サステナブルファッションとは? マテリアル

繊維の特徴を知って、賢く選ぶ!麻編

前回のコットン編に引き続き、繊維の特徴を知ろう!の第2弾です。今回はコットンと同じ植物繊維の「麻」の特徴についてみていきます。

結論から言うと、夏の普段着にもってこいの繊維で、消臭効果等も期待できるすごいやつです。そして、何よりコットンに比べて環境負荷がとても少ないので、クローゼットのサステナブル化のために積極的に取り入れたい繊維です。

 

繊維の中の「麻」の位置

麻は植物からとれるので、「植物繊維」の仲間です。

麻の種類

実は、麻は植物の葉や茎からとれる繊維の総称のことで、特定の植物からとれる繊維を指しているわけではありません。麻は「靭皮(じんぴ)繊維」と「葉脈繊維」とに大きく分かれます。葉脈繊維は字のごとく、葉っぱから採れる硬い繊維です。その硬さから織物には向いておらず、ロープ等に使用されています。一方で、靭皮繊維は茎のすぐ内側にある柔らかい繊維です。麻の衣類はこの靭皮繊維から作られています。
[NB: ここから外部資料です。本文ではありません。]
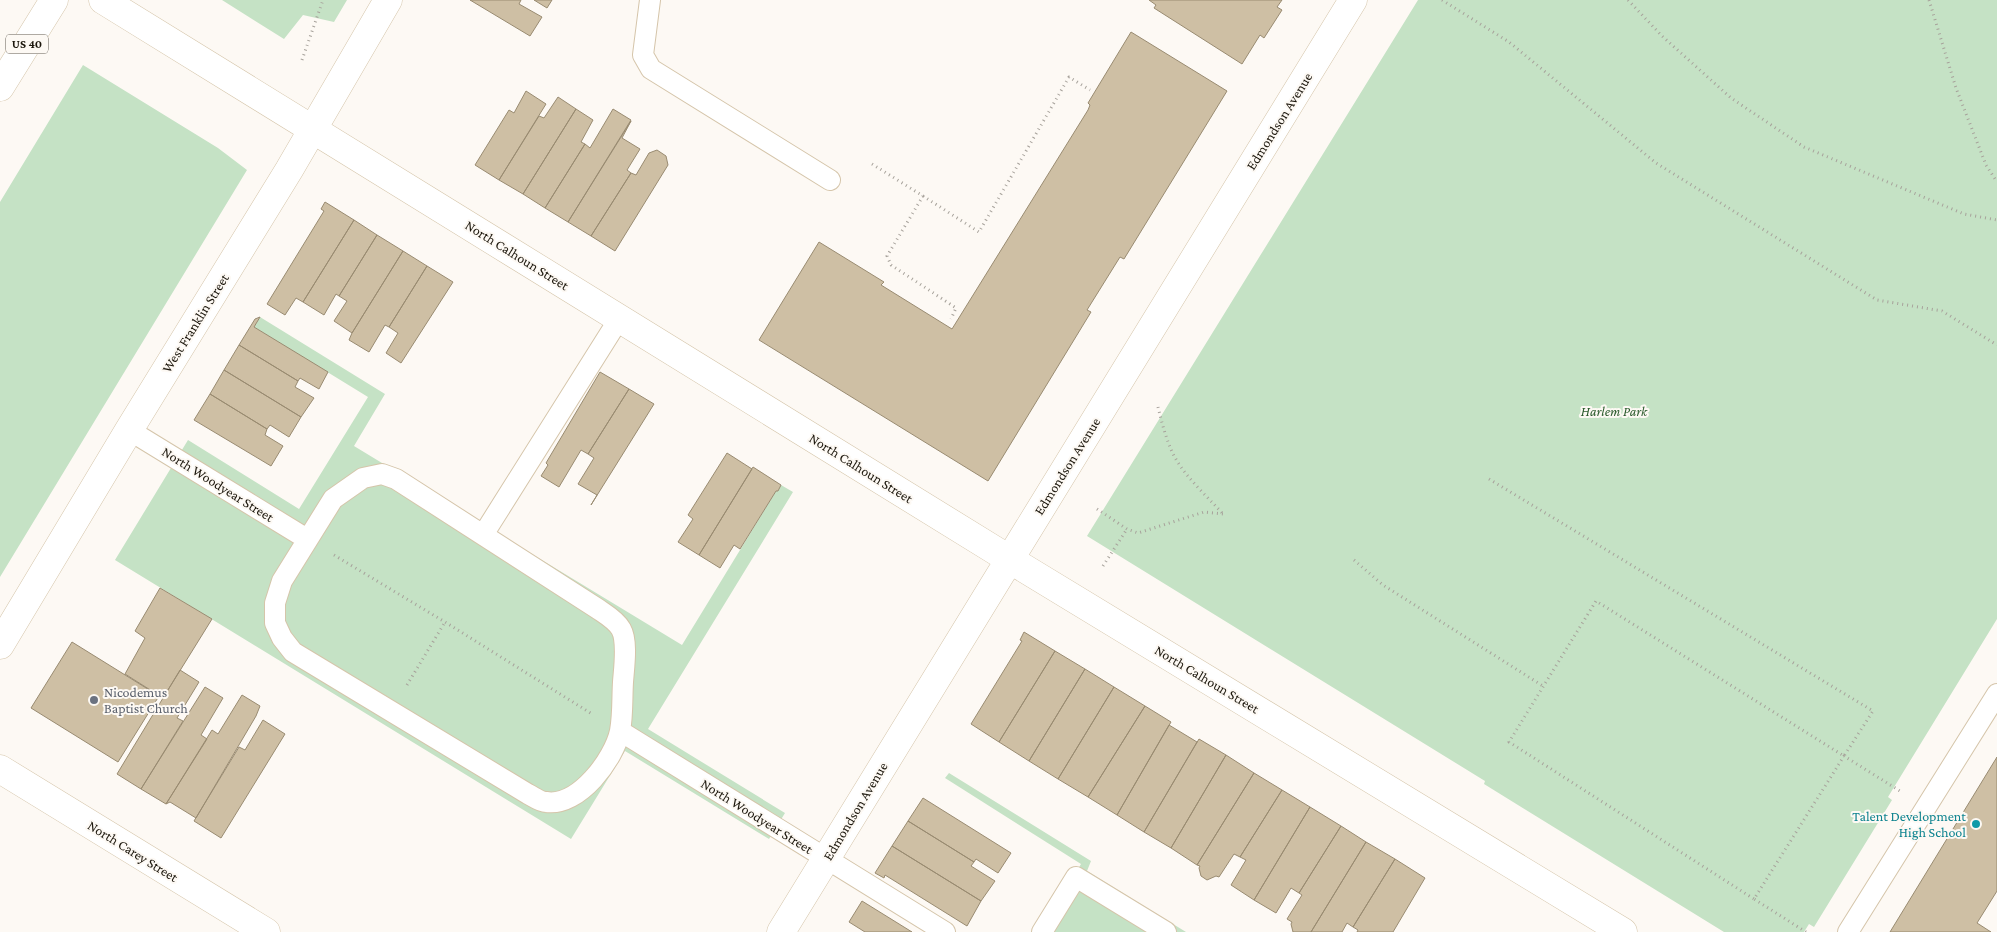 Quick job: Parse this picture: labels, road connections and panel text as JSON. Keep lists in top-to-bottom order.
{
  "streets": {
    "main road": [
      "US 40",
      "Edmondson Avenue",
      "North Calhoun Street",
      "West Franklin Street",
      "North Carey Street"
    ],
    "lane": ["North Woodyear Street"]
  },
  "crossings": [
    ["Edmondson Avenue", "North Calhoun Street"],
    ["Edmondson Avenue", "North Woodyear Street"],
    ["North Calhoun Street", "West Franklin Street"],
    ["West Franklin Street", "North Woodyear Street"]
  ],
  "parks": ["Harlem Park"],
  "places": ["Nicodemus Baptist Church", "Talent Development High School"]
} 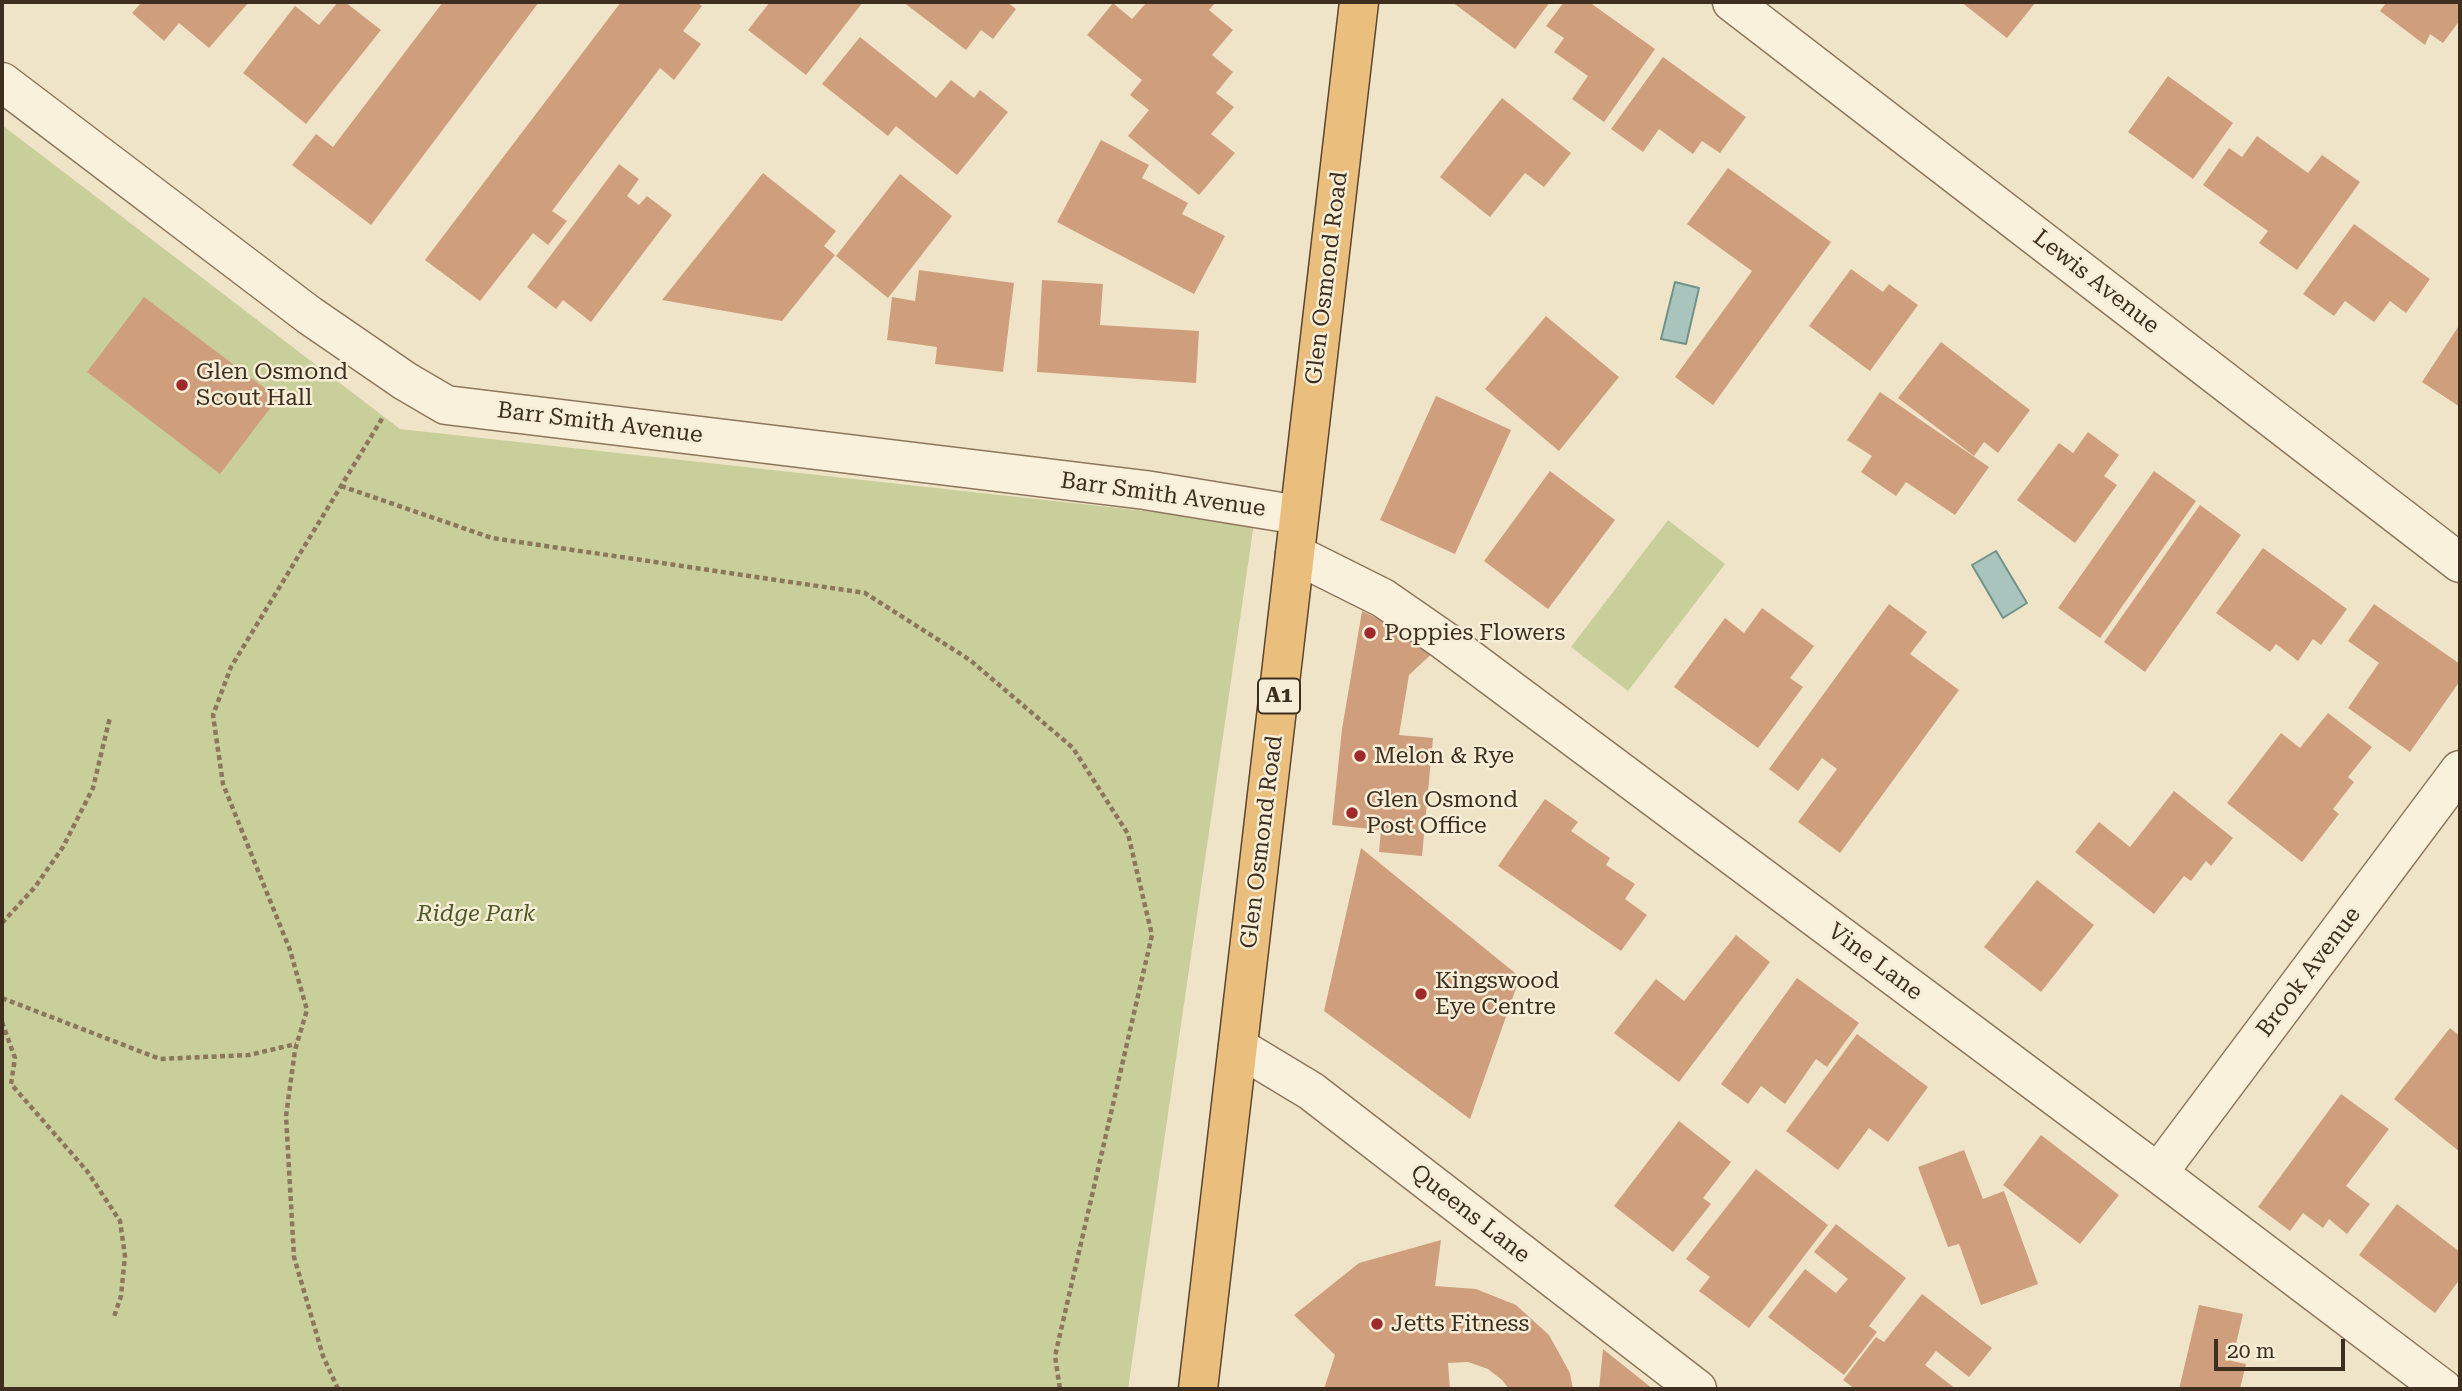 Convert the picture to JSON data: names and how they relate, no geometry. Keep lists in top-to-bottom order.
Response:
{
  "streets": {
    "highway": ["Glen Osmond Road", "A1"],
    "street": [
      "Lewis Avenue",
      "Barr Smith Avenue",
      "Vine Lane",
      "Brook Avenue",
      "Queens Lane"
    ]
  },
  "crossings": [
    ["Glen Osmond Road", "Barr Smith Avenue"],
    ["Glen Osmond Road", "Vine Lane"],
    ["Glen Osmond Road", "Queens Lane"],
    ["Vine Lane", "Brook Avenue"]
  ],
  "parks": ["Ridge Park"],
  "places": [
    "Glen Osmond Scout Hall",
    "Poppies Flowers",
    "Melon & Rye",
    "Glen Osmond Post Office",
    "Kingswood Eye Centre",
    "Jetts Fitness"
  ],
  "scale_bar": "20 m"
}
今回はこの靭皮繊維の中から、衣類に使用されることの多い、「リネン(亜麻)」、「ラミー」、「ヘンプ(大麻)」の特徴を見ていきます。

UnsplashMatteo Paganelliが撮影した写真

リネン(亜麻)

リネンはフラックスという植物からとれる繊維です。

現在リネンの生産高は90%以上をヨーロッパが占めています。ヨーロッパの中でもトップ2がフランスとベルギーです。

特徴

① 吸湿力と発散力に優れている

汗を吸収しすぐに乾かしてくれるので、暑い日でも服が肌にくっつかず不快感がありません。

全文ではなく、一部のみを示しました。